Sonia Wigh (University of Cambridge)
The Lone Pregnant Body: Illustrating Feminine Forms in Manṣūr’s Anatomy
The Tašrīḥ-i Manṣūrī [Manṣūr’s Anatomy] is the first known medical text in the Persianate world containing full-body anatomical images. It was composed in 1386 CE by Manṣūr bin Muḥammad bin Ilyās Shīrāzī of Shiraz (Iran). A standard copy of Manṣūr’s Anatomy contained six illustrations of a skeleton, nerves, muscles, veins and arteries, digestive tract and other vital organs, and a female form with gravid uterus. This paper tracks the visual evolution of the female form in various manuscript copies of the Tašrīḥ, culminating in its lithographic print in Delhi in the 1840’s. By highlighting key moments of transformations, I demonstrate that while there were limited changes in the five illustrations of human (male) anatomy, there was a stark difference in the way the female form was perceived in the manuscript version, from schematic drawings to full-figured female bodies with geographical, nationalistic markings in eighteenth-century India and Qajari Iran.

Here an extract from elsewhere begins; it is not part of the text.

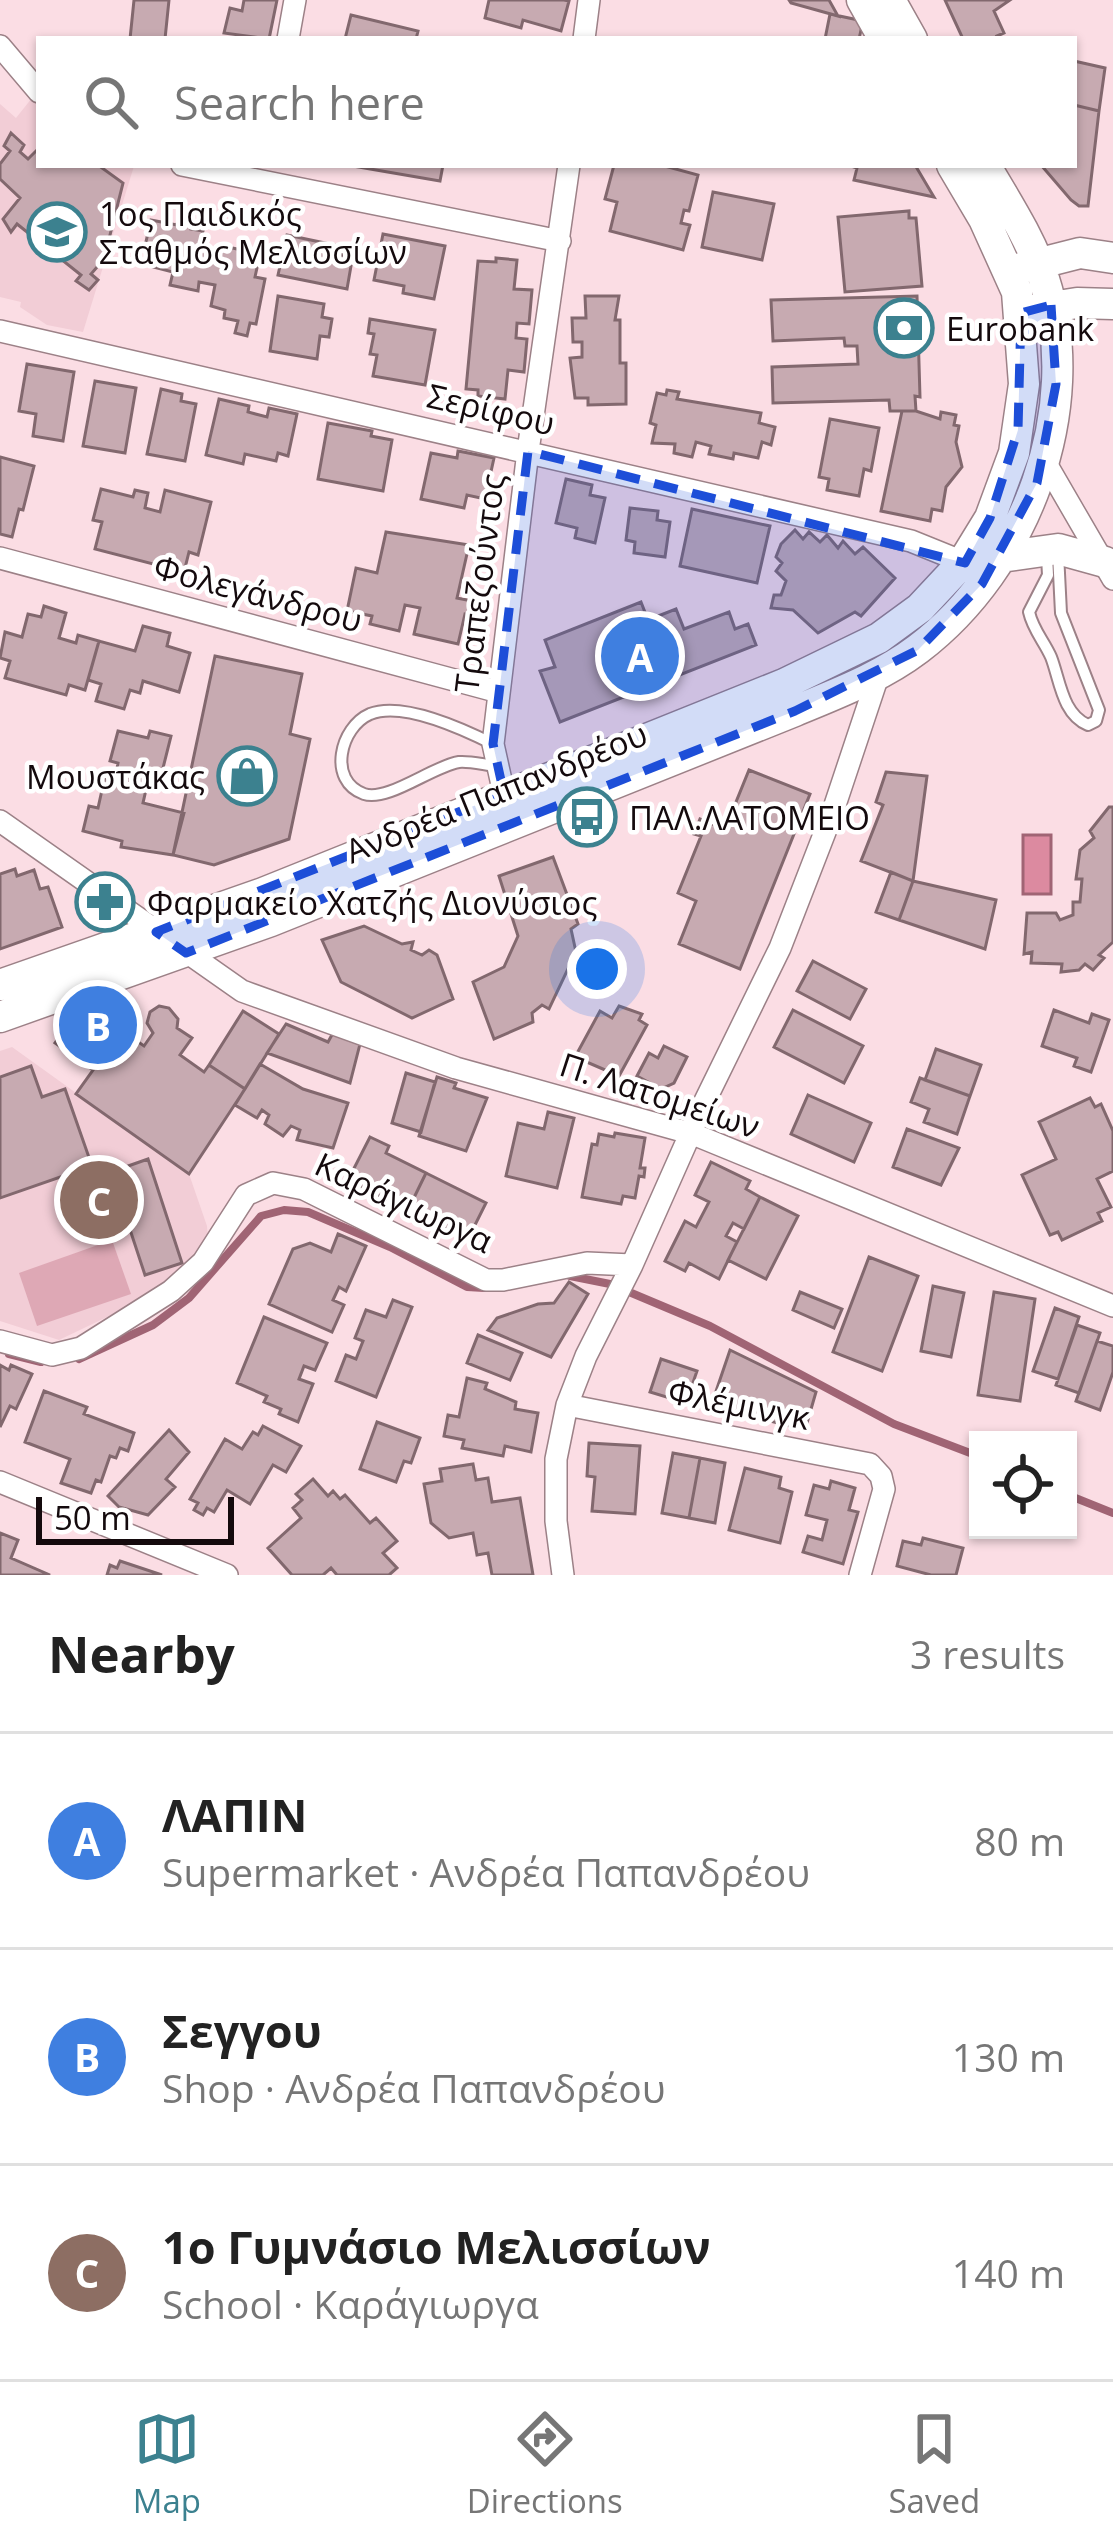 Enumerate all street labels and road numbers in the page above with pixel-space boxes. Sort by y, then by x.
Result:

Initially, the six full-length anatomical drawings in the Tašrīḥ-i Manṣūrī consist of schematic outline of the human body in a squatting position, with their hand on their knees. Some even argue that the sixth image (purportedly added by Ibn Ilyās himself) was actually a gravid uterus superimposed on the pre-existing illustration of the arterial networks. Over the course of two centuries, from feminine markers like hair, the sixth image assumed a more naturalistic, aesthetic human female bodily form. Although one cannot assume a transposition of identical knowledge-making practices across time and space, this paper attempts to follow the evolution in visual language of one image and map onto changing consumption patterns caused by socio-cultural and economic transformations over a course of two centuries in India and Iran.